Sunday, January 18, 2009

Endangered Toys: Relevant Consumer Protection

New regulations take effect in February that will significantly effect all children's products sold in the U.S. Responding to consumer concern and pressure, Congress passed legislation last year that would regulate the amount of lead and pthalates allowable in children's products. Sounds good, right? Unfortunately the regulations have some provisions that have the unintended consequences of putting small toy producers, and resellers in jeopardy, if not out of business all together. The testing required to establish the safety of the products is extensive and costly, and may not be tenable for small businesses. Additionally those who are found to be in violation, or reselling products that present a hazard, will be faced with stiff fines. 

Outcry from the parties affected are mounting asking for revisions to the legislation, or else they say they will face going out of business. The precise effects remain unclear. Unrevised, certainly the regulations will most probably drive many small and craft businesses out of the market, who are unable to bear the cost of necessary testing (although the CPSC says it will exempt natural materials products). The effects on the resale industry are a little less clear.  The Consumer Product Safety Commission's own press release states that:

"The new safety law does not require resellers to test children’s products in inventory for compliance with the lead limit before they are sold. However, resellers cannot sell children’s products that exceed the lead limit and therefore should avoid products that are likely to have lead content, unless they have testing or other information to indicate the products being sold have less than the new limit. Those resellers that do sell products in violation of the new limits could face civil and/or criminal penalties."
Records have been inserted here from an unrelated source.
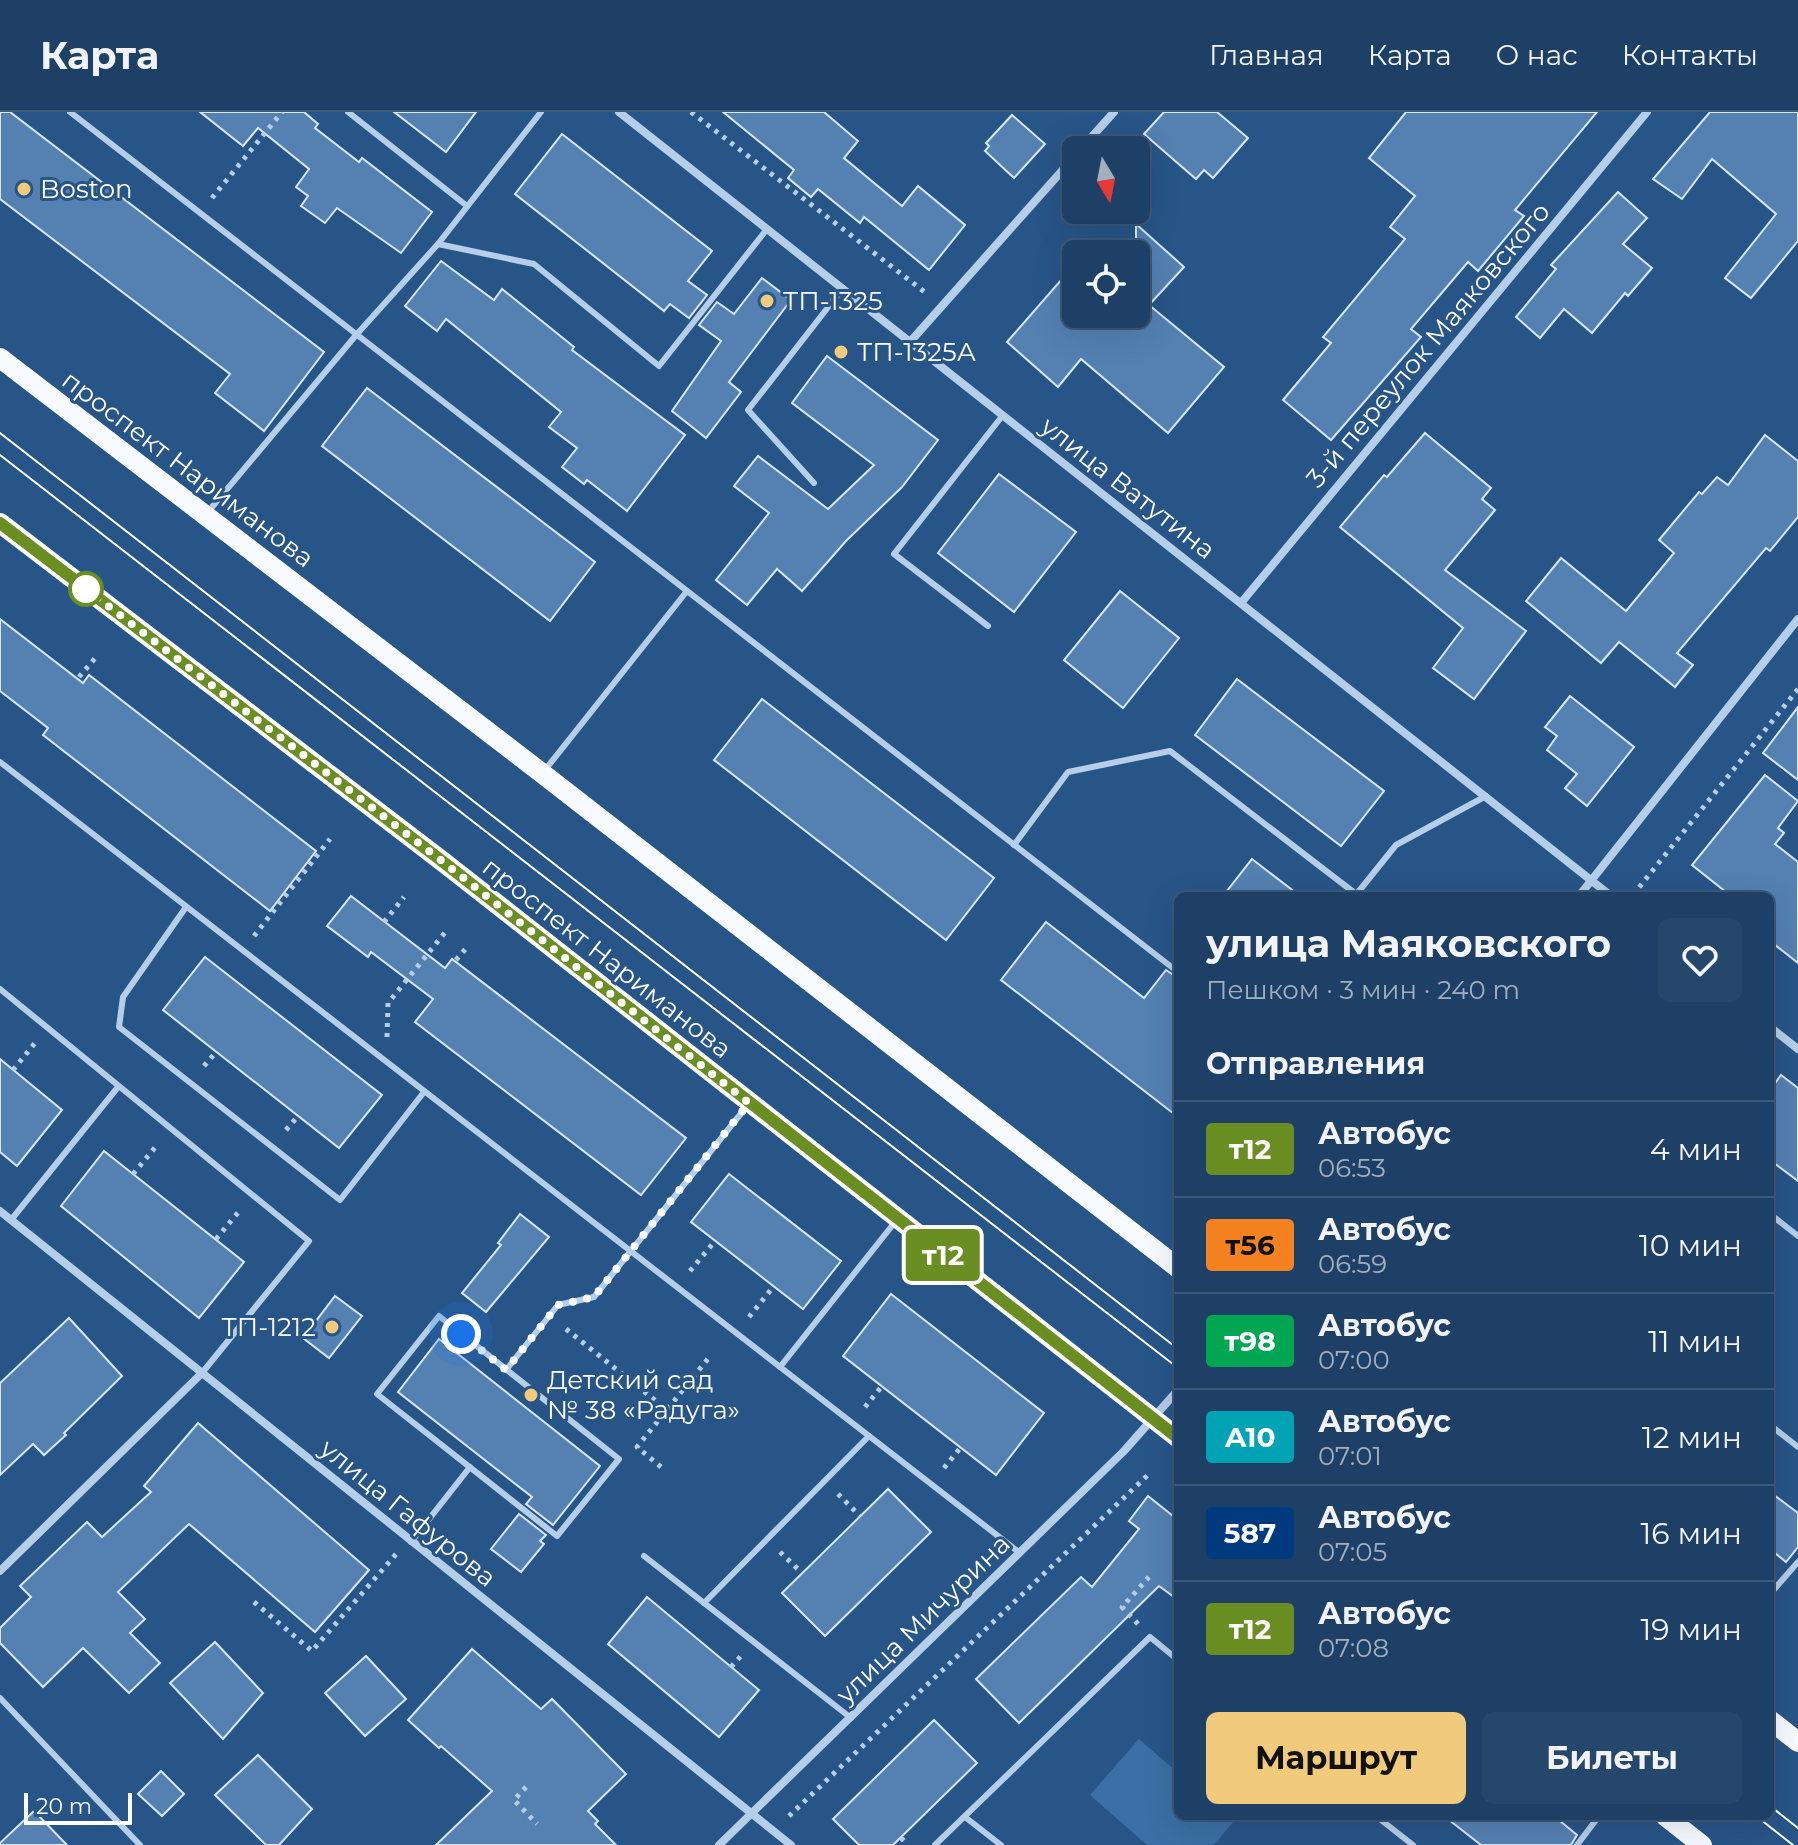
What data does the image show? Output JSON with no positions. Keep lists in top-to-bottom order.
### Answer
{
  "streets": {
    "main road": ["проспект Нариманова"],
    "street": [
      "3-й переулок Маяковского",
      "улица Ватутина",
      "улица Гафурова",
      "улица Мичурина"
    ]
  },
  "crossings": [
    ["3-й переулок Маяковского", "улица Ватутина"],
    ["проспект Нариманова", "улица Мичурина"],
    ["улица Гафурова", "улица Мичурина"]
  ],
  "places": [
    "Boston",
    "ТП-1325",
    "ТП-1325А",
    "ТП-1212",
    "Детский сад № 38 «Радуга»"
  ],
  "lines": ["bus line т12"],
  "scale_bar": "20 m",
  "north": "bottom",
  "page": {
    "header": "Карта",
    "nav": [
      "Главная",
      "Карта",
      "О нас",
      "Контакты"
    ],
    "on_map": "т12",
    "heading": [
      ["улица Маяковского", "Пешком · 3 мин · 240 m"],
      "Отправления"
    ],
    "list": [
      {
        "mark": "т12",
        "name": "Автобус",
        "note": "06:53",
        "value": "4 мин"
      },
      {
        "mark": "т56",
        "name": "Автобус",
        "note": "06:59",
        "value": "10 мин"
      },
      {
        "mark": "т98",
        "name": "Автобус",
        "note": "07:00",
        "value": "11 мин"
      },
      {
        "mark": "А10",
        "name": "Автобус",
        "note": "07:01",
        "value": "12 мин"
      },
      {
        "mark": "587",
        "name": "Автобус",
        "note": "07:05",
        "value": "16 мин"
      },
      {
        "mark": "т12",
        "name": "Автобус",
        "note": "07:08",
        "value": "19 мин"
      }
    ],
    "buttons": ["Маршрут", "Билеты"],
    "scale": "20 m"
  }
}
Resellers fear the possibility of unknowingly selling such products because they say they lack the resources to authoritatively confirm a product, such as one of kind, or older products. It is already illegal to sell recalled products as of last August, so it is unclear how the additional restrictions will alter the procedures that such resellers should already be employing to comply with the recall provisions. But many will say it will most probably restrict the selection, and send many more products to the trash heap, perhaps unnecessarily.

And what about all those collectors that have been hanging onto toys from eons ago in their original packaging? Do these become toxic contraband? Are we looking at a toy black market? I'll meet you in the back alleyway to exchange those vintage Hot Wheels.

Photo credit Eliseo Oliveras 


growingupartists said...

Waiting patiently for your Obama Inaugeral coverage. You raise the bar girl, with all those excellent links. Now get us some video, newscaster!

Kirsten Edmondson Branch aka "Aphra" said...

Thanks for the feedback...I'm on it!